Health reform supporting school clinics
CORRECTION: The original script for this report misstated the amount of funding the new federal health care law provides for school-based health clinics. The amount is $200 million. The script has been corrected.
TEXT OF STORY
Bill Radke: A lot of young students in low-income neighborhoods have health problems that affect their ability to learn -- like poor vision, malnutrition, hyperactivity. So some of these communities are setting up health centers where kids spend a lot of their time: at school. And the new health care law provides more money for these school-based clinics. From our health desk at WHYY in Philadelphia, Gregory Warner reports.
Gregory Warner: Josh Chapman is a sophomore at Central High School in Kansas City, Mo.:
JOSH CHAPMAN: When I have migraines, I just kind of lay down in class and go to sleep a little bit.
When kids get sick in class they can't learn. And outside the school, they may not have access to good health care.
CAROLYN KRAMER: When you're in a school you can go to the school nurse and they say you need to go to the doctor.

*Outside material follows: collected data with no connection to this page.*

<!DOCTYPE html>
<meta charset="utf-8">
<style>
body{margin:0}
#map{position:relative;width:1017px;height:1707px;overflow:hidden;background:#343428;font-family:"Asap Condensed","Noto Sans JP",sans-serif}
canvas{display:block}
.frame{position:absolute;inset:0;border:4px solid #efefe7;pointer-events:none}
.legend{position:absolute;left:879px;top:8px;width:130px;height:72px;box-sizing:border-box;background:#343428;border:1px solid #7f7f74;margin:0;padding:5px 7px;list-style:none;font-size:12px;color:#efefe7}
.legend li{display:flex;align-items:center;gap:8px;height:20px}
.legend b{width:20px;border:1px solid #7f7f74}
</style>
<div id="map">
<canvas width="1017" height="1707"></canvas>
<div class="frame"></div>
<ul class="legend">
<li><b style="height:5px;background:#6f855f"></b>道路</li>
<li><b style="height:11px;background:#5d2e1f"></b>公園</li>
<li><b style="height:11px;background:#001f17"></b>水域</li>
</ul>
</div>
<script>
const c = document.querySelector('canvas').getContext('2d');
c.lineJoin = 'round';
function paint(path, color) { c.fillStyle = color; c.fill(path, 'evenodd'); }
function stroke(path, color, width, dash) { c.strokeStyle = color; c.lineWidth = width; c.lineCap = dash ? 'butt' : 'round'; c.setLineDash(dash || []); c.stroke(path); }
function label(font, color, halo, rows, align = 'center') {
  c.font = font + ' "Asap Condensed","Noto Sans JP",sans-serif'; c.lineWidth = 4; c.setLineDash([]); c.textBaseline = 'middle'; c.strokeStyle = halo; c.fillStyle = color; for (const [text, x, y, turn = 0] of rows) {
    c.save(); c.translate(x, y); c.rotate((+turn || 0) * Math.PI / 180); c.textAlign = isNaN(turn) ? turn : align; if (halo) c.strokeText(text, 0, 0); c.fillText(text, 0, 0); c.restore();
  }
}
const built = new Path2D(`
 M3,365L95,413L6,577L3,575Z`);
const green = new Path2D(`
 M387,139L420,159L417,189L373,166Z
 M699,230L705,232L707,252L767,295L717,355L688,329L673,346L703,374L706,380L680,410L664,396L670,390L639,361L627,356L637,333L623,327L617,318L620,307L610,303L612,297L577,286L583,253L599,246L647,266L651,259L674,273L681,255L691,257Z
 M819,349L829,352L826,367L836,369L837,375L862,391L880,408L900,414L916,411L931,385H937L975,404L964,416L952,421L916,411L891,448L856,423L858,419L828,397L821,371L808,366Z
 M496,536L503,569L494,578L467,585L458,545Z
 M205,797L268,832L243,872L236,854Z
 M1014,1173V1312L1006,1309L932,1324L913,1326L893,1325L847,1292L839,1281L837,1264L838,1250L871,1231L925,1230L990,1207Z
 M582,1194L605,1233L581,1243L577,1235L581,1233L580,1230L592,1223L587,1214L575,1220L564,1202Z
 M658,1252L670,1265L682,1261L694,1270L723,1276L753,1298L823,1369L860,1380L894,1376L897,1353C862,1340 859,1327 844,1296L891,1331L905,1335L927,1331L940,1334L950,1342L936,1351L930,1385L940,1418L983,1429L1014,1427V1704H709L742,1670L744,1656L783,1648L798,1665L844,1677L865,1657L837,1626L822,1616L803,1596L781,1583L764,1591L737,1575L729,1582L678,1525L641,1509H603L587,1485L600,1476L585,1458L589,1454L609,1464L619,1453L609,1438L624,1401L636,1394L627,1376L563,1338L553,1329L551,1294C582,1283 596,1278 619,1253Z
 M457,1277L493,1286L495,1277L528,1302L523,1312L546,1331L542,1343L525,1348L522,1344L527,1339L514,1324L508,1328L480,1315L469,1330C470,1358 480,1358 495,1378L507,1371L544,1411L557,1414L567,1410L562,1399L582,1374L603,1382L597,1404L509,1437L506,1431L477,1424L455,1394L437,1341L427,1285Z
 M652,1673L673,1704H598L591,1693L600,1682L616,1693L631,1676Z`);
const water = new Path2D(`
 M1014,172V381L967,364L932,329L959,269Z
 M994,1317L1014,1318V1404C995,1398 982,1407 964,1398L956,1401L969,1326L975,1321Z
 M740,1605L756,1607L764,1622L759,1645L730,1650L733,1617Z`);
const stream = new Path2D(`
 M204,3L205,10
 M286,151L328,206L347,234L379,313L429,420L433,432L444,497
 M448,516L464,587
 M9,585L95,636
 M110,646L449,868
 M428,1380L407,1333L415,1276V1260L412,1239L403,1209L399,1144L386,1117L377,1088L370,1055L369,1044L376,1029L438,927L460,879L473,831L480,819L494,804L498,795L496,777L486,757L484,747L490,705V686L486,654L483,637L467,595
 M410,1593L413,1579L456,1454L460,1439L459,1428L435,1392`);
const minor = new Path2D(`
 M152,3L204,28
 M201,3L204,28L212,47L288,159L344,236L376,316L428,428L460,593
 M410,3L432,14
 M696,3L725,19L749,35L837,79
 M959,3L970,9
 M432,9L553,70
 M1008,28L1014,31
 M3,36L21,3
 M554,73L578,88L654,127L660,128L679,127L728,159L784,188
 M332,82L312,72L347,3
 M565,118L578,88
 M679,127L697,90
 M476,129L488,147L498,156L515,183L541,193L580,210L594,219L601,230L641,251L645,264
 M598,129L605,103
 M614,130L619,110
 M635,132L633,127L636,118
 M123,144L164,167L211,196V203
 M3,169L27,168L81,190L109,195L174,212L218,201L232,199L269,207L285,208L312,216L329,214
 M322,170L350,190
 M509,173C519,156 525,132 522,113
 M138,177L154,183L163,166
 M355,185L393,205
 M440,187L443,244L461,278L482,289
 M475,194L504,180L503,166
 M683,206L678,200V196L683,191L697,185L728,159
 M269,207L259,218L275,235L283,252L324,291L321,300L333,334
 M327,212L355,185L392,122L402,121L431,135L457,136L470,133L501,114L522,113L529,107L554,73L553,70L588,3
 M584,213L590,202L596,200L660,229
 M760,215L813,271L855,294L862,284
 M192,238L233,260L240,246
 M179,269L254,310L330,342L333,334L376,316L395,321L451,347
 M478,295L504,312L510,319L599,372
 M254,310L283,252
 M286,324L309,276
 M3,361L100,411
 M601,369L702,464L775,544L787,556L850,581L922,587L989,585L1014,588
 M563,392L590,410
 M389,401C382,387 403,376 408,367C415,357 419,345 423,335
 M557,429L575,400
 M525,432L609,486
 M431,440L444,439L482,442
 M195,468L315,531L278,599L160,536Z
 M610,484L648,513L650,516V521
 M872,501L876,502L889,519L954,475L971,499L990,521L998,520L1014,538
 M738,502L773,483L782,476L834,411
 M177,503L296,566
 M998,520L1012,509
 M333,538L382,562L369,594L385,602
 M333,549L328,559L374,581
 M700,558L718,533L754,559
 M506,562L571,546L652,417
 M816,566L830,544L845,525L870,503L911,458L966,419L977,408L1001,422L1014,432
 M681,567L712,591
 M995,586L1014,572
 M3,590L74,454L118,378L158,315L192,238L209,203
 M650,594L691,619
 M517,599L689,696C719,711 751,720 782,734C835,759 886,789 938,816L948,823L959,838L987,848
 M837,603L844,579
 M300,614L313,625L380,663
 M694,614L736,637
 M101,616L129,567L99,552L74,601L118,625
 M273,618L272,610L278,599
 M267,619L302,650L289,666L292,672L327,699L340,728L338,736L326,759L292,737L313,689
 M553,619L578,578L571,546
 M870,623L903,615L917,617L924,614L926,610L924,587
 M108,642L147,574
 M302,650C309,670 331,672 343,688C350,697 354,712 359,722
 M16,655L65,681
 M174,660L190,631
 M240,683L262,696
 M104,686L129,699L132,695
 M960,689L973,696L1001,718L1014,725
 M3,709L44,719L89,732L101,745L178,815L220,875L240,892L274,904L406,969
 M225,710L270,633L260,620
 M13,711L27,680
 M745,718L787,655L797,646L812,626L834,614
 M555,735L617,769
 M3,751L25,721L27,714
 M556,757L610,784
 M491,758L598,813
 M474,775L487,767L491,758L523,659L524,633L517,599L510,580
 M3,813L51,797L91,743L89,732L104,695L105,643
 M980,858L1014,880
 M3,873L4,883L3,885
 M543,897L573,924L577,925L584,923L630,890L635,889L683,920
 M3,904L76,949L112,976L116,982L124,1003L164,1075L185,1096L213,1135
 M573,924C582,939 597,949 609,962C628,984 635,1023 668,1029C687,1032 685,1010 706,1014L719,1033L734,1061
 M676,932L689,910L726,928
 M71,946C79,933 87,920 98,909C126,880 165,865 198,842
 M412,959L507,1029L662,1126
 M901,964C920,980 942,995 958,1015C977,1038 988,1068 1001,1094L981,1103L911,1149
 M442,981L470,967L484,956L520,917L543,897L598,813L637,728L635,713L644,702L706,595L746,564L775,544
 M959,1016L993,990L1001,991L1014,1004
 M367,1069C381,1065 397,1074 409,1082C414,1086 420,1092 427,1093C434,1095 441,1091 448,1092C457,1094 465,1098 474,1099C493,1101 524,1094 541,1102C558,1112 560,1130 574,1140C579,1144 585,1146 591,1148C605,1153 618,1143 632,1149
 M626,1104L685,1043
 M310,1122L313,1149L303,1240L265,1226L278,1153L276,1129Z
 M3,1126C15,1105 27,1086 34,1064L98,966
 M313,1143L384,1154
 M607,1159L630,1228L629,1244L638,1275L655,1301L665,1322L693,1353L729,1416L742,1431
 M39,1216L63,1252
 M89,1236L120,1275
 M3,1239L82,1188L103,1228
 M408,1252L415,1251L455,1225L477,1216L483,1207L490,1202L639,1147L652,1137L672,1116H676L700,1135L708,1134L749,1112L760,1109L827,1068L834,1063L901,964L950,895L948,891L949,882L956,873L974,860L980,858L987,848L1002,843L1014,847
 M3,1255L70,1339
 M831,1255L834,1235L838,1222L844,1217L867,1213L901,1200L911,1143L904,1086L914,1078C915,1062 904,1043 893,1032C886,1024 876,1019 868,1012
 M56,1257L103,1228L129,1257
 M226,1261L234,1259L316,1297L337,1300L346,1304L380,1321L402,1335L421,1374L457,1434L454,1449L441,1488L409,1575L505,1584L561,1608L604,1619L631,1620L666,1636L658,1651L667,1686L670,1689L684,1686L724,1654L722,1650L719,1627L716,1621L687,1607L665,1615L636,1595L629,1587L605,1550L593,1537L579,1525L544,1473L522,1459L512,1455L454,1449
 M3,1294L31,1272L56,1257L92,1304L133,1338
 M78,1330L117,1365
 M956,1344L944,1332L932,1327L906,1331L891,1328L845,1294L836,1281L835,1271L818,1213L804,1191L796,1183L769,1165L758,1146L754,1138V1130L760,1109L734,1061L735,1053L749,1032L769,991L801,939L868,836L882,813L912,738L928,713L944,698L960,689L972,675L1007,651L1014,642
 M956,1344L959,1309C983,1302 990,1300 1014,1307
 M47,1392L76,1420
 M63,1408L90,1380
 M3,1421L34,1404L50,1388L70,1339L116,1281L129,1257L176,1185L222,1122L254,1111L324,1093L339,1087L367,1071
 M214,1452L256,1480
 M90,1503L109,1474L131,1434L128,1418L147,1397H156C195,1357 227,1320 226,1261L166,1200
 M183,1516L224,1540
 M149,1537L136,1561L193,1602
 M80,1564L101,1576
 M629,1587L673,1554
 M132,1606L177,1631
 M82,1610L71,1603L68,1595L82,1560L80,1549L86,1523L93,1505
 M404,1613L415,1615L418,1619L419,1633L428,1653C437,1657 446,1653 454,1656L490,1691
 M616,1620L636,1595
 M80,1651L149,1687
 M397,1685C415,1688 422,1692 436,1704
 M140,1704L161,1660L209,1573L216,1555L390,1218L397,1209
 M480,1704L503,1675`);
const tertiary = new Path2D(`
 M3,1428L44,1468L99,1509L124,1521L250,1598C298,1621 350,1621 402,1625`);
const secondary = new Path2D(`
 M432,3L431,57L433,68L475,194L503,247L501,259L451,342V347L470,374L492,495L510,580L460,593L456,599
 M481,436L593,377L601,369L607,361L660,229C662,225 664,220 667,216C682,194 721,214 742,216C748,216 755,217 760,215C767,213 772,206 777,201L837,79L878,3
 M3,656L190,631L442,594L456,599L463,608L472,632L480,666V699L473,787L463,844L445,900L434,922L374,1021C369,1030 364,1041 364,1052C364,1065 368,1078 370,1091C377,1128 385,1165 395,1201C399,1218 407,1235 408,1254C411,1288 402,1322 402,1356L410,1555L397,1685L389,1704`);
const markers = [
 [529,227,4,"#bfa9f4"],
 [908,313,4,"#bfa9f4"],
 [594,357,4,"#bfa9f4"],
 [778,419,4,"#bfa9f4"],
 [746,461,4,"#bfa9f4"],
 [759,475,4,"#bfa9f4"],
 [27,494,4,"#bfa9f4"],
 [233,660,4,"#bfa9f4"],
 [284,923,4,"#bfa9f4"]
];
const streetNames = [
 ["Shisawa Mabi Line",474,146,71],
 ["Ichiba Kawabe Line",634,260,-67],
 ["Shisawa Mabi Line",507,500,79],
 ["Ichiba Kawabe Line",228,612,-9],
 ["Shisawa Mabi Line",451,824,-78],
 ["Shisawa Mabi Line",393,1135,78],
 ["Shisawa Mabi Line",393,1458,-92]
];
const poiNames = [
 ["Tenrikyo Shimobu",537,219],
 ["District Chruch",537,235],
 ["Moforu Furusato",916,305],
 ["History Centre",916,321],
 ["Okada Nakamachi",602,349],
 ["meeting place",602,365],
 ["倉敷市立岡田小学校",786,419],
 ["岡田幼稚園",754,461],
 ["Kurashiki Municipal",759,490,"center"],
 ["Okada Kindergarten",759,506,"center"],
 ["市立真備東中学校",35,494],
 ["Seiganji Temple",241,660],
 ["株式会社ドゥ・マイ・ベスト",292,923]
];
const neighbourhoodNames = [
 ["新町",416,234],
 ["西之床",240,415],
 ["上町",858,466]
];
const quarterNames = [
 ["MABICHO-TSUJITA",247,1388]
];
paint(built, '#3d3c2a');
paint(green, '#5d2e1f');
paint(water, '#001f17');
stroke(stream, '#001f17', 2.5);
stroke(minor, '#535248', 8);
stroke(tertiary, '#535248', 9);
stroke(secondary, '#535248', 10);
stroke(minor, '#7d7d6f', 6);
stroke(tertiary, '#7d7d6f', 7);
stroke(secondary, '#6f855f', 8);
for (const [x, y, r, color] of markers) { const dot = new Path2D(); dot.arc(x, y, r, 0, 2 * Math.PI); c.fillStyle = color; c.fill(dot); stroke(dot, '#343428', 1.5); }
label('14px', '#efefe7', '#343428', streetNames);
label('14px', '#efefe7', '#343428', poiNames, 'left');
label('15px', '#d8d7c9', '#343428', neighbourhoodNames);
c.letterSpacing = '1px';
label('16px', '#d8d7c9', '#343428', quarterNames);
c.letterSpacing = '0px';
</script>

Soon as they leave that building, the chances of them getting to the doctor, like, plunge.
Carolyn Kramer runs a program in Seattle that brought medical clinics inside the high schools and middle schools. In the two years since the program started, she says, absenteeism is down. So are disciplinary problems.
There are now 2,000 school-based health centers across the country. The health care reform bill commits $200 million to the effort. Again, Carolyn Kramer.
KRAMER: If we can treat them in the school, and they can get the help right there and right away.
And it's not just kids getting care in the centers. Sometimes, it's parents too.
In Philadelphia, I'm Gregory Warner for Marketplace.